» WORK TO BE COMPLETED: Print each line of the listing once more, precisely as given.

» GIVEN DATA:
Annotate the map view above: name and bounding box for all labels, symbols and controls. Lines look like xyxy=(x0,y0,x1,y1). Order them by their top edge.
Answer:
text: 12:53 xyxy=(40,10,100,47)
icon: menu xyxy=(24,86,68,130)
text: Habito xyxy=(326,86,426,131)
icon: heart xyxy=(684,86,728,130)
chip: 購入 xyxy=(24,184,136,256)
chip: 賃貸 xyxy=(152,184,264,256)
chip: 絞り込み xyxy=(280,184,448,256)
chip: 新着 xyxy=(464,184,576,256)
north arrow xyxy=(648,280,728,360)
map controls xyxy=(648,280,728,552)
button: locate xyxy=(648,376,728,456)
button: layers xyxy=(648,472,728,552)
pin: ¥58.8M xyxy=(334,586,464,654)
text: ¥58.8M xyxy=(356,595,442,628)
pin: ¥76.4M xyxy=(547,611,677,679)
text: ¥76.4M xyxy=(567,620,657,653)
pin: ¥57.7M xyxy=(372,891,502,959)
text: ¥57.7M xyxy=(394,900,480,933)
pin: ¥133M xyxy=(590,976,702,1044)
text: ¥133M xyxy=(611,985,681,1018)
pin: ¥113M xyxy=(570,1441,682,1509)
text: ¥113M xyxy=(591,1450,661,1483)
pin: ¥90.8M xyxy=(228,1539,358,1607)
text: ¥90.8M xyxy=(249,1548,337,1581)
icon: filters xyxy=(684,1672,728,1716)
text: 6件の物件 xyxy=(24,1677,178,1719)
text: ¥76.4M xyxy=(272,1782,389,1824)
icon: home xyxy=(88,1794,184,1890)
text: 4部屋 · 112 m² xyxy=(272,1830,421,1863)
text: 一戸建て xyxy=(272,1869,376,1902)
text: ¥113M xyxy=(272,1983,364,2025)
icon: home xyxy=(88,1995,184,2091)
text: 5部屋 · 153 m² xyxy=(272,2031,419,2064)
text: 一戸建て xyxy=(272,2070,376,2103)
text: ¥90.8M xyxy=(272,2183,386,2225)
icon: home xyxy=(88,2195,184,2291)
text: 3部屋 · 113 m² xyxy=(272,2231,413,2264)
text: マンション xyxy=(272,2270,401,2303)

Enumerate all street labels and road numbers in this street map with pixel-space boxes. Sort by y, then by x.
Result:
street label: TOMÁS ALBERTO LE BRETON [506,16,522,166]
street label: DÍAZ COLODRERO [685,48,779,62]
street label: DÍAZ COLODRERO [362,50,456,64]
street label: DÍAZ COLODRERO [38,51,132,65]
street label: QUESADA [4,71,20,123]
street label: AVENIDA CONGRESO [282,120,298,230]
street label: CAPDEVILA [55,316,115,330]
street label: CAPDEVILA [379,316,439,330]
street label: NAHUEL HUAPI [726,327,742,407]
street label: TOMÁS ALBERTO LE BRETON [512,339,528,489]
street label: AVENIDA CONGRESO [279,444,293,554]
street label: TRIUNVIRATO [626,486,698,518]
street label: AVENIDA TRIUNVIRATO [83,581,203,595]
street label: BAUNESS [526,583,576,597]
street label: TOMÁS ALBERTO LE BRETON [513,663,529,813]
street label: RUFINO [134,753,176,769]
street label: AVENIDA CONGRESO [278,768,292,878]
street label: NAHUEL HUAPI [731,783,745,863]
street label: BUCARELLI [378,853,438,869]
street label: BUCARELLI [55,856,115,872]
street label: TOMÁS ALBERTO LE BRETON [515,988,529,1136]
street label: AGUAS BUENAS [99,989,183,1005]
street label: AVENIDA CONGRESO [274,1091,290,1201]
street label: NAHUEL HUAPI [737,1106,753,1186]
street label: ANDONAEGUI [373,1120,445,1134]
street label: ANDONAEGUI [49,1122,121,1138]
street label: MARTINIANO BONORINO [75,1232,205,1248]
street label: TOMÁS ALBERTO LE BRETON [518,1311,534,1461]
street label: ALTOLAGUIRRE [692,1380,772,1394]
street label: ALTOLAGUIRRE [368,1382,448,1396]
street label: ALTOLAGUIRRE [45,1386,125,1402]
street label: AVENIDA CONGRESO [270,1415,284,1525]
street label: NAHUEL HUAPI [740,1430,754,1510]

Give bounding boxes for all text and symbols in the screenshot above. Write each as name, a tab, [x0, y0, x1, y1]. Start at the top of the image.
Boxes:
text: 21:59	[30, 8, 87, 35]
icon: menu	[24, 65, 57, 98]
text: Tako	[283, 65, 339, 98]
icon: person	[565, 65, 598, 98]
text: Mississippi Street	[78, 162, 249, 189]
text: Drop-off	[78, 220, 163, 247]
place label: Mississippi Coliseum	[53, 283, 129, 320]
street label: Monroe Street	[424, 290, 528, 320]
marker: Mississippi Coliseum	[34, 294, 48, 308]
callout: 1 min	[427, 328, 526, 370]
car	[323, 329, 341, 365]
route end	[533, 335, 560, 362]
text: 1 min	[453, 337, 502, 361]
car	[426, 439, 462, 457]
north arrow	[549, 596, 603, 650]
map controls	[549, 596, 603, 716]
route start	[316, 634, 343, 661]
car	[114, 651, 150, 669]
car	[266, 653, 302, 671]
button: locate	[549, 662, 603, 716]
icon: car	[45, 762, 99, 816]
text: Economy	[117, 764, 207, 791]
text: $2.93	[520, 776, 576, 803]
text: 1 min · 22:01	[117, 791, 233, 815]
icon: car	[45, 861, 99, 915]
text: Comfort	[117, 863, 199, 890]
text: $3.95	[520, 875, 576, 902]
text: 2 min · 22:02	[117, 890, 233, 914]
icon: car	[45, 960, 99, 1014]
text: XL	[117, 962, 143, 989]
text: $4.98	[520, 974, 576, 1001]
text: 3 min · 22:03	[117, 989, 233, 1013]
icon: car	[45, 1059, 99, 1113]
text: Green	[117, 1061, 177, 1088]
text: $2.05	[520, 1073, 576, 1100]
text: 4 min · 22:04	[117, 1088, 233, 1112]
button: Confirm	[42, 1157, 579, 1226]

» SOLUTION TO THIS TASK:
Annotate the map view above: name and bounding box for all labels, symbols and controls. Lines look like xyxy=(x0,y0,x1,y1). Order them by their top edge.
Answer:
text: 12:53 xyxy=(40,10,100,47)
icon: menu xyxy=(24,86,68,130)
text: Habito xyxy=(326,86,426,131)
icon: heart xyxy=(684,86,728,130)
chip: 購入 xyxy=(24,184,136,256)
chip: 賃貸 xyxy=(152,184,264,256)
chip: 絞り込み xyxy=(280,184,448,256)
chip: 新着 xyxy=(464,184,576,256)
north arrow xyxy=(648,280,728,360)
map controls xyxy=(648,280,728,552)
button: locate xyxy=(648,376,728,456)
button: layers xyxy=(648,472,728,552)
pin: ¥58.8M xyxy=(334,586,464,654)
text: ¥58.8M xyxy=(356,595,442,628)
pin: ¥76.4M xyxy=(547,611,677,679)
text: ¥76.4M xyxy=(567,620,657,653)
pin: ¥57.7M xyxy=(372,891,502,959)
text: ¥57.7M xyxy=(394,900,480,933)
pin: ¥133M xyxy=(590,976,702,1044)
text: ¥133M xyxy=(611,985,681,1018)
pin: ¥113M xyxy=(570,1441,682,1509)
text: ¥113M xyxy=(591,1450,661,1483)
pin: ¥90.8M xyxy=(228,1539,358,1607)
text: ¥90.8M xyxy=(249,1548,337,1581)
icon: filters xyxy=(684,1672,728,1716)
text: 6件の物件 xyxy=(24,1677,178,1719)
text: ¥76.4M xyxy=(272,1782,389,1824)
icon: home xyxy=(88,1794,184,1890)
text: 4部屋 · 112 m² xyxy=(272,1830,421,1863)
text: 一戸建て xyxy=(272,1869,376,1902)
text: ¥113M xyxy=(272,1983,364,2025)
icon: home xyxy=(88,1995,184,2091)
text: 5部屋 · 153 m² xyxy=(272,2031,419,2064)
text: 一戸建て xyxy=(272,2070,376,2103)
text: ¥90.8M xyxy=(272,2183,386,2225)
icon: home xyxy=(88,2195,184,2291)
text: 3部屋 · 113 m² xyxy=(272,2231,413,2264)
text: マンション xyxy=(272,2270,401,2303)

Enumerate all street labels and road numbers in this street map with pixel-space boxes. Sort by y, then by x.
Result:
street label: TOMÁS ALBERTO LE BRETON [506,16,522,166]
street label: DÍAZ COLODRERO [685,48,779,62]
street label: DÍAZ COLODRERO [362,50,456,64]
street label: DÍAZ COLODRERO [38,51,132,65]
street label: QUESADA [4,71,20,123]
street label: AVENIDA CONGRESO [282,120,298,230]
street label: CAPDEVILA [55,316,115,330]
street label: CAPDEVILA [379,316,439,330]
street label: NAHUEL HUAPI [726,327,742,407]
street label: TOMÁS ALBERTO LE BRETON [512,339,528,489]
street label: AVENIDA CONGRESO [279,444,293,554]
street label: TRIUNVIRATO [626,486,698,518]
street label: AVENIDA TRIUNVIRATO [83,581,203,595]
street label: BAUNESS [526,583,576,597]
street label: TOMÁS ALBERTO LE BRETON [513,663,529,813]
street label: RUFINO [134,753,176,769]
street label: AVENIDA CONGRESO [278,768,292,878]
street label: NAHUEL HUAPI [731,783,745,863]
street label: BUCARELLI [378,853,438,869]
street label: BUCARELLI [55,856,115,872]
street label: TOMÁS ALBERTO LE BRETON [515,988,529,1136]
street label: AGUAS BUENAS [99,989,183,1005]
street label: AVENIDA CONGRESO [274,1091,290,1201]
street label: NAHUEL HUAPI [737,1106,753,1186]
street label: ANDONAEGUI [373,1120,445,1134]
street label: ANDONAEGUI [49,1122,121,1138]
street label: MARTINIANO BONORINO [75,1232,205,1248]
street label: TOMÁS ALBERTO LE BRETON [518,1311,534,1461]
street label: ALTOLAGUIRRE [692,1380,772,1394]
street label: ALTOLAGUIRRE [368,1382,448,1396]
street label: ALTOLAGUIRRE [45,1386,125,1402]
street label: AVENIDA CONGRESO [270,1415,284,1525]
street label: NAHUEL HUAPI [740,1430,754,1510]

Give bounding boxes for all text and symbols in the screenshot above. Write each as name, a tab, [x0, y0, x1, y1]. Start at the top of the image.
Boxes:
text: 21:59	[30, 8, 87, 35]
icon: menu	[24, 65, 57, 98]
text: Tako	[283, 65, 339, 98]
icon: person	[565, 65, 598, 98]
text: Mississippi Street	[78, 162, 249, 189]
text: Drop-off	[78, 220, 163, 247]
place label: Mississippi Coliseum	[53, 283, 129, 320]
street label: Monroe Street	[424, 290, 528, 320]
marker: Mississippi Coliseum	[34, 294, 48, 308]
callout: 1 min	[427, 328, 526, 370]
car	[323, 329, 341, 365]
route end	[533, 335, 560, 362]
text: 1 min	[453, 337, 502, 361]
car	[426, 439, 462, 457]
north arrow	[549, 596, 603, 650]
map controls	[549, 596, 603, 716]
route start	[316, 634, 343, 661]
car	[114, 651, 150, 669]
car	[266, 653, 302, 671]
button: locate	[549, 662, 603, 716]
icon: car	[45, 762, 99, 816]
text: Economy	[117, 764, 207, 791]
text: $2.93	[520, 776, 576, 803]
text: 1 min · 22:01	[117, 791, 233, 815]
icon: car	[45, 861, 99, 915]
text: Comfort	[117, 863, 199, 890]
text: $3.95	[520, 875, 576, 902]
text: 2 min · 22:02	[117, 890, 233, 914]
icon: car	[45, 960, 99, 1014]
text: XL	[117, 962, 143, 989]
text: $4.98	[520, 974, 576, 1001]
text: 3 min · 22:03	[117, 989, 233, 1013]
icon: car	[45, 1059, 99, 1113]
text: Green	[117, 1061, 177, 1088]
text: $2.05	[520, 1073, 576, 1100]
text: 4 min · 22:04	[117, 1088, 233, 1112]
button: Confirm	[42, 1157, 579, 1226]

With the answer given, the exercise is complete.